This is just exposing a little too much skin on a Saturday night, but it isn't going to lead to an attack. Just because I know the username of a PC that I don't have access to doesn't mean I can do anything. Yes, if there are login details in the URI of the page being printed then that presents a potential problem. But oddly I did a google search for [filetype:pdf http php "&pass"] and it turned up only security and programming documents, nothing actually interesting.
I also think the thought process in the article is jumbled, perhaps like so much documentation it seems sensible to someone who already understands it.
A feature not a flaw (however undesirable).
Hmm - you're not a securty person are you? Whilst this isn't a "massive, world changing, problem", it is something that shouldn't have happened.
ANY information leakage is "bad, m'kay?" - and should be avoided.

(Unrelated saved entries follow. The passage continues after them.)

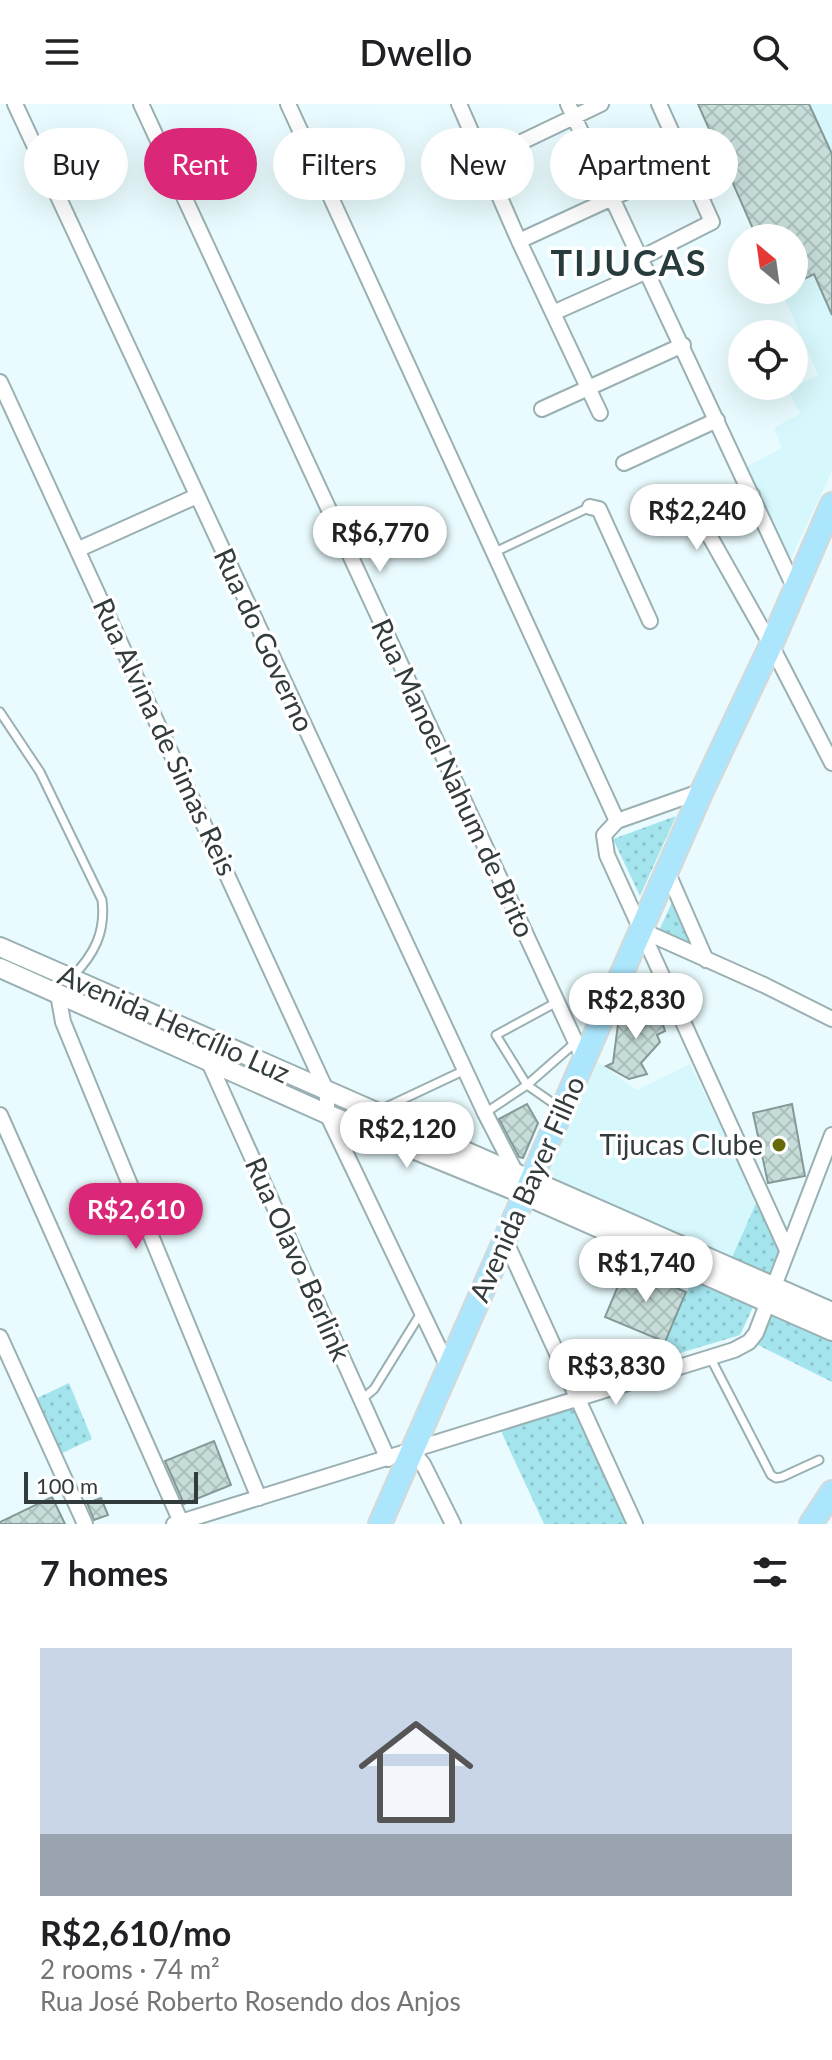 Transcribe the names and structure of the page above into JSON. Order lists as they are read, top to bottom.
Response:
{
  "streets": {
    "main road": ["Avenida Bayer Filho"],
    "street": [
      "Rua do Governo",
      "Rua Alvina de Simas Reis",
      "Rua Manoel Nahum de Brito",
      "Avenida Hercílio Luz",
      "Rua Olavo Berlink"
    ]
  },
  "crossings": [
    ["Rua do Governo", "Avenida Hercílio Luz"],
    ["Rua do Governo", "Avenida Bayer Filho"],
    ["Rua Alvina de Simas Reis", "Avenida Hercílio Luz"],
    ["Rua Manoel Nahum de Brito", "Avenida Bayer Filho"],
    ["Avenida Hercílio Luz", "Avenida Bayer Filho"],
    ["Avenida Hercílio Luz", "Rua Olavo Berlink"]
  ],
  "districts": ["TIJUCAS"],
  "places": ["Tijucas Clube"],
  "scale_bar": "100 m",
  "north": "top left",
  "page": {
    "header": "Dwello",
    "chip": [
      "Buy",
      "Rent",
      "Filters",
      "New",
      "Apartment"
    ],
    "price": [
      "R$2,240",
      "R$6,770",
      "R$2,830",
      "R$2,120",
      "R$2,610",
      "R$1,740",
      "R$3,830"
    ],
    "scale": "100 m",
    "heading": "7 homes",
    "list": [
      {
        "name": "R$2,610/mo",
        "note": "2 rooms · 74 m² · Rua José Roberto Rosendo dos Anjos"
      }
    ]
  }
}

Yes, this is particular leakage is a minor problem, but for some places (guess why I'm posting anonymously?) the userID is one of the many layers of security.
E.g. if you walk up to my PC, you need to know my ID as well as my password to login - it's not displayed, and it's a randomly generated one so you can't just know it by knowing me.

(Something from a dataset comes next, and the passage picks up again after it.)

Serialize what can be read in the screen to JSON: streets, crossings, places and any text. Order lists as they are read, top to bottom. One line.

No, I'm not claiming it's a major hurdle (it's not, really it's not) - but a layered security approach is better than the traditional armadillo.
This is just the user being sloppy about their META tags and is more a user education issue than a 'bug'. I've seen loads of PDF conversion tools populate file paths in the META info like this. The assertion that you can only change them with a text editor is also a load of bull - there's loads of software out there that allow you to set META tags.
Most users don't bother about these things (as you would expect) so I've always made sure that PDF uploads on my websites populate the META tags with info provided from the web form/database...
I guess you could use this as part of a phone or email based social engineering attack; if you can appear to know the filestructure of a users system and can name a document it it, you would gain extra credibility in a claim to be 'that nice guy from support" who needs a little 'maintenance' doing, and if the filepath gives you a clue about the OS, that should help you choose a suitable vector...
T1000, because that's social engineering at its finest ; )
There is a pretty lackadaisical attitude to security in evidence in the comments above.
Several commentards seem to think the issue of metadata in files is a not a security and privacy issue. "Oh, big deal" they sneer.
Of course it is a security issue. And one, as has been pinted out, that applies to the most common filetypes - including those generated by OO and MSO files - and not a PDF-specific thing.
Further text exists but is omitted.